"I will celebrate freedom by shooting off my fireworks at whatever time I please, anywhere I please. And I will leave the leftovers where they lay, as this is still America, the land of the free."
This was one of the "Page Too" comments in the Rapid City Journal on July 5. Just to give this person the benefit of the doubt, it's possible that the comment was intended as sarcasm.
I hope so. If not, the comment is confusing freedom and independence.
The Fourth of July isn't "Freedom Day," it's "Independence Day." It celebrates our emancipation from the mother country, our choice to make our own decisions and govern ourselves. It marks our adulthood as a nation.
Freedom to do whatever you want with no consideration for your neighbors, and to let someone else clean up your mess, is the freedom of a child. As adults, we may look back wistfully on what we see as the carefree days of childhood. No job to go to, no mortgages or money worries, no adult responsibilities, no need to worry about anyone except ourselves. That "carefree" existence has a certain level of freedom, but it certainly is not independence.
True, children are free to be irresponsible because their parents take care of their needs. Their parents also control where and how they live, what they eat, what they wear, when they go to bed, and whether they get to spend eight hours a day playing video games.
It is dangerously shortsighted to define "freedom" as the right to do whatever we want, whenever we want, and to let someone else be responsible for cleaning up the mess or paying the bills. That may feel like freedom in the short term, but it is the exact opposite of independence. Insisting on such illusory freedom is claiming the "right" to be taken care of like a child—which is a certain route to losing freedom altogether.
Being independent, on the other hand, is defined by Merriam Webster as "not subject to control by others: self-governing." Independence is the right to accept responsibility for ourselves and interact with those around us with the mutual respect of equals.
This year I spent the Fourth of July in Lincoln, Nebraska, where unrestricted fireworks were allowed. On the evenings of both July 3rd and July 4th, the whole town was lit up with amateur fireworks displays. Street corners were riotous with sparklers, bottle rockets, mortar shells, flaming hot air balloons, and the odd exploding watermelon. It was freedom, all right—noisy, dramatic, exciting, beautiful, occasionally obnoxious, and more than a little frightening.
And, of course, messy. The next morning, when I went for a walk, the streets were covered with scorch marks and littered with cardboard, fuses, and other remnants of thousands of fireworks. A few places had been cleaned up, and I saw two men busy with brooms and garbage cans. On many more street corners, though, the celebrators had obviously chosen to "leave the leftovers where they lay."

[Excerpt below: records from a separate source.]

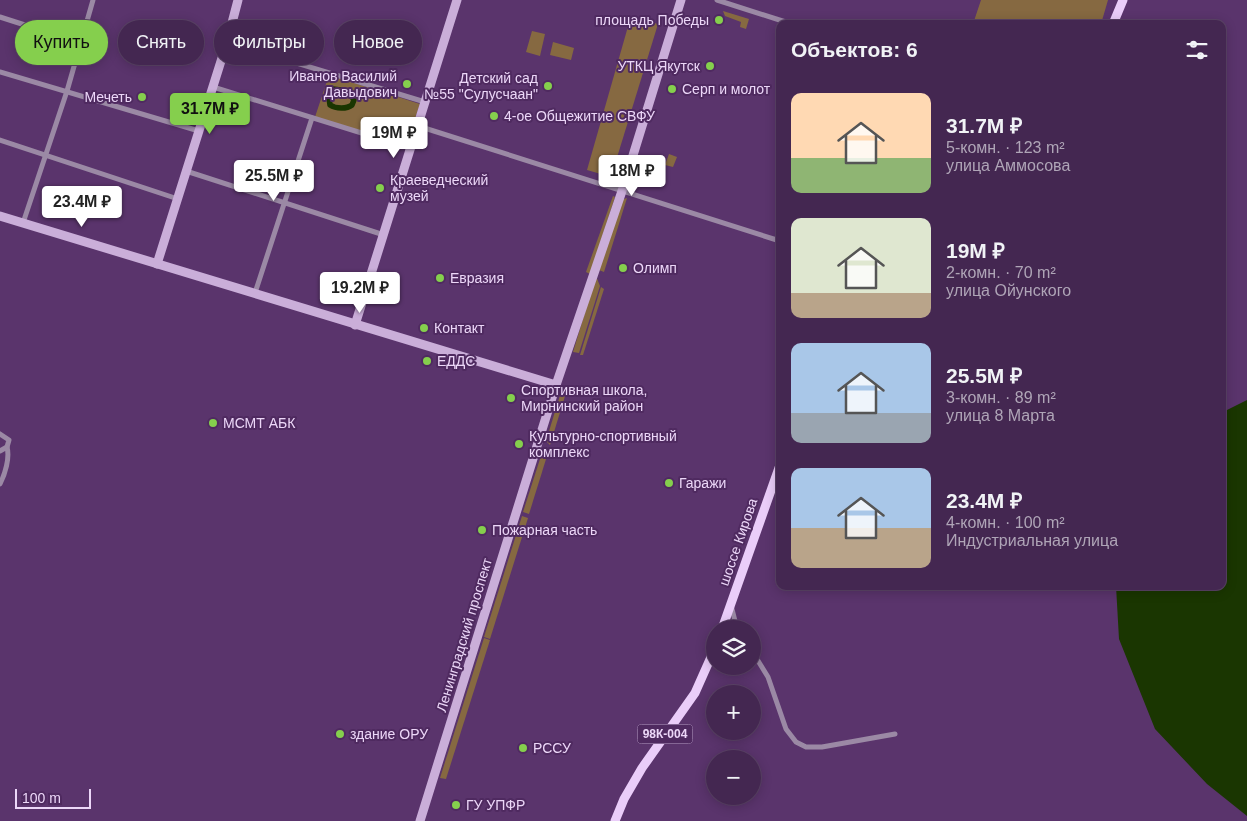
<!DOCTYPE html>
<html lang="ru">
<head>
<meta charset="utf-8">
<style>
	body { margin:0; font-family:Helvetica,sans-serif; background:#4e335b; color:#f1f3f6; height:100vh; display:flex; flex-direction:column; font-size:19px; white-space:nowrap }
	* { box-sizing:border-box; margin:0 }
	p { font-size:16px; color:#afa5b7 }
	.icon { flex:none; width:28px; height:28px; fill:none; stroke:currentColor; stroke-width:2; stroke-linecap:round; stroke-linejoin:round }
	.map { position:relative; flex:1; overflow:hidden }
	.drawer { position:absolute; left:776px; top:20px; width:450px; height:570px; display:flex; flex-direction:column; background:#442751; border-radius:10px; box-shadow:0 2px 12px #0003,0 0 0 1px #5c4468 }
	.drawer>* { flex:none }
	.guide { position:absolute; left:15px; top:20px; width:475px; height:45px; display:flex; gap:10px }
	.fabs { position:absolute; left:706px; top:620px; display:grid; gap:10px }
	.fabs a { display:grid; place-items:center; width:55px; height:55px; border-radius:50%; background:#442751; box-shadow:0 2px 12px #0003,0 0 0 1px #5c4468; font-size:25px }
	.scale { position:absolute; left:15px; bottom:12px; width:76px; box-sizing:border-box; padding-left:5px; border:2px solid #ecd7f8; border-top:0; font-size:14px; line-height:18px; white-space:nowrap; color:#ecd7f8; -webkit-text-stroke:4px #4f2a60; paint-order:stroke }
	.price { position:absolute; translate:-50% -42px; padding:0 11px; border-radius:5px; background:#fff; color:#222; font-size:16px; line-height:32px; filter:drop-shadow(0 1px 2px #0008) }
	.price::after { content:''; position:absolute; left:50%; top:30px; width:15px; height:11px; margin-left:-8px; background:inherit; clip-path:polygon(0 0,100% 0,50% 100%) }
	.price.selected { background:#85cf4d; color:#111 }
	ul { padding:0; list-style:none }
	li { display:flex; align-items:center; gap:15px; height:125px; padding:0 15px }
	li span { display:grid; place-items:center; flex:none; width:140px; height:100px; border-radius:10px; color:#555 }
	li>.icon { margin-inline-start:auto }
	span .icon { width:60px; height:60px; fill:#fffc; stroke-width:1 }
	li b { font-size:21px }
	h2 { display:flex; justify-content:space-between; align-items:center; height:60px; padding:0 15px; font-size:21px }
	.tag { padding:0 18px; border-radius:22px; background:#442751; box-shadow:0 2px 12px #0003,0 0 0 1px #5c4468; font-size:18px; line-height:45px }
	.tag.selected { background:#85cf4d; color:#111 }
	.map>svg:first-child { display:block }
	.green { fill:#866941 }
	.water { fill:#1a3601 }
	.lines { fill:none; stroke-linecap:round; stroke-linejoin:round }
	.canal { stroke:#1a3601; stroke-width:5.5 }
	.street { stroke:#9b89a5; stroke-width:5 }
	.secondary { stroke:#caaed9; stroke-width:9 }
	.primary { stroke:#eacdf9; stroke-width:9 }
	.poi-dot { fill:#85cf4d; stroke:#4f2a60; stroke-width:2 }
	.labels { text-anchor:middle; dominant-baseline:central; stroke-width:4; stroke-linejoin:round; paint-order:stroke }
	.shield { fill:#4f2a60; stroke:#bda3ca; stroke-width:1 }
	.shield-label { font-size:12px; font-weight:bold; fill:#ecd7f8 }
	.poi-label { font-size:14px; fill:#ecd7f8; stroke:#4f2a60; text-anchor:start }
	.street-label { font-size:14px; fill:#ecd7f8; stroke:#4f2a60 }
</style>
</head>
<body>
<div class="map">
<svg width="1247" height="821" viewBox="0 0 1247 821">
	<rect width="100%" height="100%" fill="#5a346c"/>
	<g class="green">
		<polygon points="981,0 1108,0 1101,24 973,24"/>
		<polygon points="723,11 749,19 746,29 740,27 741,22 725,16"/>
		<polygon points="631,16 658,24 611,177 587,170"/>
		<polygon points="532,31 545,34 540,56 526,52"/>
		<polygon points="553,42 574,48 571,60 550,55"/>
		<polygon points="329,75 420,104 406,145 315,117"/>
		<polygon points="669,154 677,157 673,167 665,165"/>
		<polygon points="613,196 615,197 590,274 586,272"/>
		<polygon points="627,198 604,272 599,270 621,200"/>
		<polygon points="596,276 600,286 579,353 573,352"/>
		<polygon points="601,287 604,289 583,355 580,355"/>
		<polygon points="561,392 566,393 550,445 546,441"/>
		<polygon points="543,456 547,456 529,514 523,512 540,459"/>
		<polygon points="522,516 528,518 490,639 484,637"/>
		<polygon points="484,638 490,640 446,779 440,778"/>
	</g>
	<polygon class="water" points="1247,400 1247,816 1207,784 1155,729 1119,639 1116,586 1222,586 1223,412"/>
	<g class="lines">
		<path class="canal" d="M333 89 348 91 354 100 352 105C347 109 336 109 330 105L329 98Z"/>
		<g class="street">
			<polyline points="717,0 792,24"/>
			<polyline points="0,17 53,34 80,41"/>
			<polyline points="227,42 425,102"/>
			<polyline points="0,72 199,131"/>
			<polyline points="213,87 410,148"/>
			<polyline points="418,126 780,241"/>
			<polyline points="0,140 178,199"/>
			<polyline points="186,171 384,235"/>
			<polyline points="23,223 67,91 93,0"/>
			<polyline points="255,293 312,118"/>
			<polyline points="0,434 9,440 7,447"/>
			<path d="M0 451 7 447C10 458 5 474 0 484"/>
			<polyline points="731,605 737,629"/>
			<polyline points="752,651 768,677 786,729 796,742 806,747 822,747 895,734"/>
		</g>
		<g class="secondary">
			<polyline points="0,216 556,385"/>
			<polyline points="157,264 227,42 238,0"/>
			<polyline points="355,325 457,0"/>
			<polyline points="420,821 556,385 622,191 681,0"/>
		</g>
		<g class="primary">
			<polyline points="1113,24 1123,0"/>
			<polyline points="722,629 780,465"/>
			<polyline points="615,821 624,799 642,768 695,693 715,648"/>
		</g>
	</g>
	<g class="poi-dot">
		<circle cx="719" cy="20" r="5"/>
		<circle cx="710" cy="66" r="5"/>
		<circle cx="407" cy="84" r="5"/>
		<circle cx="548" cy="86" r="5"/>
		<circle cx="672" cy="89" r="5"/>
		<circle cx="142" cy="97" r="5"/>
		<circle cx="494" cy="116" r="5"/>
		<circle cx="380" cy="188" r="5"/>
		<circle cx="623" cy="268" r="5"/>
		<circle cx="440" cy="278" r="5"/>
		<circle cx="424" cy="328" r="5"/>
		<circle cx="427" cy="361" r="5"/>
		<circle cx="511" cy="398" r="5"/>
		<circle cx="213" cy="423" r="5"/>
		<circle cx="519" cy="444" r="5"/>
		<circle cx="669" cy="483" r="5"/>
		<circle cx="482" cy="530" r="5"/>
		<circle cx="340" cy="734" r="5"/>
		<circle cx="523" cy="748" r="5"/>
		<circle cx="456" cy="805" r="5"/>
	</g>
	<g class="labels">
		<rect class="shield" x="637.5" y="724.5" width="55" height="19" rx="4"/>
		<g class="shield-label">
			<text x="665" y="734">98К-004</text>
		</g>
		<g class="poi-label">
			<text x="709" y="20" text-anchor="end">площадь Победы</text>
			<text x="700" y="66" text-anchor="end">УТКЦ Якутск</text>
			<text x="397" y="76" text-anchor="end">Иванов Василий<tspan x="397" dy="16">Давыдович</tspan></text>
			<text x="538" y="78" text-anchor="end">Детский сад<tspan x="538" dy="16">№55 "Сулусчаан"</tspan></text>
			<text x="682" y="89">Серп и молот</text>
			<text x="132" y="97" text-anchor="end">Мечеть</text>
			<text x="504" y="116">4-ое Общежитие СВФУ</text>
			<text x="390" y="180">Краеведческий<tspan x="390" dy="16">музей</tspan></text>
			<text x="633" y="268">Олимп</text>
			<text x="450" y="278">Евразия</text>
			<text x="434" y="328">Контакт</text>
			<text x="437" y="361">ЕДДС</text>
			<text x="521" y="390">Спортивная школа,<tspan x="521" dy="16">Мирнинский район</tspan></text>
			<text x="223" y="423">МСМТ АБК</text>
			<text x="529" y="436">Культурно-спортивный<tspan x="529" dy="16">комплекс</tspan></text>
			<text x="679" y="483">Гаражи</text>
			<text x="492" y="530">Пожарная часть</text>
			<text x="350" y="734">здание ОРУ</text>
			<text x="533" y="748">РССУ</text>
			<text x="466" y="805">ГУ УПФР</text>
		</g>
		<g class="street-label">
			<text transform="translate(738 542) rotate(-71)">шоссе Кирова</text>
			<text transform="translate(464 635) rotate(-73)">Ленинградский проспект</text>
		</g>
	</g>
</svg>
<div class="fabs">
<a><svg class="icon" aria-label="layers" viewBox="0 0 24 24"><path d="M12 4l9 5-9 5-9-5zM3 14l9 5 9-5"/></svg></a>
<a>+</a>
<a>−</a>
</div>
<div class="scale">100 m</div>
<b class="price selected" style="left:210px;top:135px">31.7M ₽</b>
<b class="price" style="left:394px;top:159px">19M ₽</b>
<b class="price" style="left:632px;top:197px">18M ₽</b>
<b class="price" style="left:274px;top:202px">25.5M ₽</b>
<b class="price" style="left:82px;top:228px">23.4M ₽</b>
<b class="price" style="left:360px;top:314px">19.2M ₽</b>
<div class="guide">
<a class="tag selected">Купить</a>
<a class="tag">Снять</a>
<a class="tag">Фильтры</a>
<a class="tag">Новое</a>
</div>
<section class="drawer">
<h2>Объектов: 6<svg class="icon" aria-label="filters" viewBox="0 0 24 24"><path d="M4 7h16M4 17h16"/><circle cx="9" cy="7" r="2"/><circle cx="15" cy="17" r="2"/></svg></h2>
<ul>
<li><span style="background:linear-gradient(#ffd9b3 65%,#8fb573 0)"><svg class="icon" aria-label="home" viewBox="0 0 24 24"><path d="M3 11l9-7 9 7M6 9v11h12V9"/></svg></span><div><b>31.7M ₽</b><p>5-комн. · 123 m²</p><p>улица Аммосова</p></div></li>
<li><span style="background:linear-gradient(#dfe7d0 75%,#b9a48a 0)"><svg class="icon" aria-label="home" viewBox="0 0 24 24"><path d="M3 11l9-7 9 7M6 9v11h12V9"/></svg></span><div><b>19M ₽</b><p>2-комн. · 70 m²</p><p>улица Ойунского</p></div></li>
<li><span style="background:linear-gradient(#a9c7e8 70%,#9aa5b1 0)"><svg class="icon" aria-label="home" viewBox="0 0 24 24"><path d="M3 11l9-7 9 7M6 9v11h12V9"/></svg></span><div><b>25.5M ₽</b><p>3-комн. · 89 m²</p><p>улица 8 Марта</p></div></li>
<li><span style="background:linear-gradient(#a9c7e8 60%,#b9a48a 0)"><svg class="icon" aria-label="home" viewBox="0 0 24 24"><path d="M3 11l9-7 9 7M6 9v11h12V9"/></svg></span><div><b>23.4M ₽</b><p>4-комн. · 100 m²</p><p>Индустриальная улица</p></div></li>
</ul>
</section>
</div>
</body>
</html>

In front of one house, three little boys aged about six to ten, were out with a broom, a shovel, and a trash can. They were cleaning up their mess with considerably less enthusiasm than they must have shown for shooting off the fireworks the night before. They probably didn't think of themselves as fortunate.
Yet, whether they appreciated it or not, they were being taught an essential lesson. They were learning the difference between childish freedom and grown-up independence. It's an important distinction for each of us to practice as Americans, not just on Independence Day, but every day.